昨今は小排気量のダウンサイジング・ターボエンジンを搭載する傾向があり、いすゞ自動車のエルガ最新モデルでは、4HK1-TCH型直列4気筒エンジンとなっており、気筒数は半分、排気量は5,193ccと約1/3になっている。
■長崎バスが旧型車両を使う理由
今は環境問題や、ガソリン価格の高騰による燃料消費量の抑制という問題もあるなか、なぜ長崎バスは古い世代のバスを令和の今も使い続けるのだろうか。長崎バスへ取材をしたところ、旧型車両を使い続けるのには、以下のような理由があるという。

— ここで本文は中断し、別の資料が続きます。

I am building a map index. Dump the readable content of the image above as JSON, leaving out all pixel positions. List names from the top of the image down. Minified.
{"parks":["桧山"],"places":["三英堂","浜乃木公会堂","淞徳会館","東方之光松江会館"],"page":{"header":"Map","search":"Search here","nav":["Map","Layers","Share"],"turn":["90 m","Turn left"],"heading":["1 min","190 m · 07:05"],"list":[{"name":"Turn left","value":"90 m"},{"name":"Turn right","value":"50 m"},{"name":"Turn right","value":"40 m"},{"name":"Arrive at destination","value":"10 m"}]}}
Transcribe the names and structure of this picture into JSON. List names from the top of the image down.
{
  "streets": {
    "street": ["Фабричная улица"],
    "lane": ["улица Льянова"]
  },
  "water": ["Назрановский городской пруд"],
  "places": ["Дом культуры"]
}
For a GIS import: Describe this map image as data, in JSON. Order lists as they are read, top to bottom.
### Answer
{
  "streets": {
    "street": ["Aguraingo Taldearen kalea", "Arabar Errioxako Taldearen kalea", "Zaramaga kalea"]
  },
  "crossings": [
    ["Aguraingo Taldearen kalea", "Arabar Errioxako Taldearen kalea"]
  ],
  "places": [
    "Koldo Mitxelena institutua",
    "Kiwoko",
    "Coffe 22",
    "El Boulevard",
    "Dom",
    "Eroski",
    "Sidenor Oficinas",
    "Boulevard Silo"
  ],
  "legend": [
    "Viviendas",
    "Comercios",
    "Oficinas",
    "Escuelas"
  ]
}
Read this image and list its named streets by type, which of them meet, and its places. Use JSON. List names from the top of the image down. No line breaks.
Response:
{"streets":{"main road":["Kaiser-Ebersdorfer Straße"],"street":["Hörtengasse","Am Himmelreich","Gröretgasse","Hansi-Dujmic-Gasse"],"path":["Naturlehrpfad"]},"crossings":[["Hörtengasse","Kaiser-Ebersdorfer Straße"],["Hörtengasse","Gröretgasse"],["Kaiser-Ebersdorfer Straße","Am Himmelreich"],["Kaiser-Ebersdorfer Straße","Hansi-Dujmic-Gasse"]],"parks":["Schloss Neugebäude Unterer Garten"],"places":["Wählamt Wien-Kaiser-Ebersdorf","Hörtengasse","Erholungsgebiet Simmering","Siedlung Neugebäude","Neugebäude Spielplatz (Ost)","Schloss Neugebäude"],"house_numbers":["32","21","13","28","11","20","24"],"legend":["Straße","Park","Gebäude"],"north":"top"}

・坂道の多い長崎において、坂の途中で停止したあとに発進しても、負荷に耐える特性がある。
・坂道で停止後に発進してもすぐに馬力が出る。
・部品の供給が今でも安定している。
・整備がしやすい車両である。
これについては、なるほどと納得してしまった。製造中止後、四半世紀近く経ってしまった車両の整備性や部品供給が安定しているという点は少し驚いた。
一方で、急坂が多い長崎という町において、トルク特性がフラットで安定している大排気量ノンターボエンジンというのは、運転手にとって相当な助けになっていることは間違いないだろう。
ダウンサイジングターボは、バスにせよ一般乗用車にせよ、エンジンのスペックだけで見れば20年以上前の大排気量車両と遜色はないが、ドライバビリティという面ではやはりノンターボに分がある、と言えるのではないだろうか。
■山道に響き渡るV8エンジンの咆哮
実際に長崎市内でキュービックに乗車してみた。昔ながらのツーステップで、床の一部が木造となっているのも、昭和〜平成期にはよく見られた懐かしい構造だ。
V8エンジンはパワーもあり、町中の発進・停止もスムーズだが、市内中心部を離れ、急勾配が連続する山間部へと入っていくと、いよいよ本領を発揮。
V8エンジンにも鞭が入り、まるで観光バスのような重低音の勇ましいエンジン音が車内に響き渡る。とても大型車が通行するのは困難……
……と思えるような軒先迫る狭い路地を、巧みなハンドル捌きで次々と切り抜けていく、運転手の超絶テクニックにただただ感動するが、急坂の狭隘路を安定して走るためにこそ、このハイパワーで安定性のあるV8エンジンは存在するのではないか、とすら思えてくる。
時代の流れにより、こうしたバスもいつかは終焉の時を迎えることになるはずだ。末永い活躍を期待したいところだが、もしこうした旧型車を追い掛けているファンの方がいたら、現役車両が多数走っている、今のうちに訪れておいた方が良さそうだ。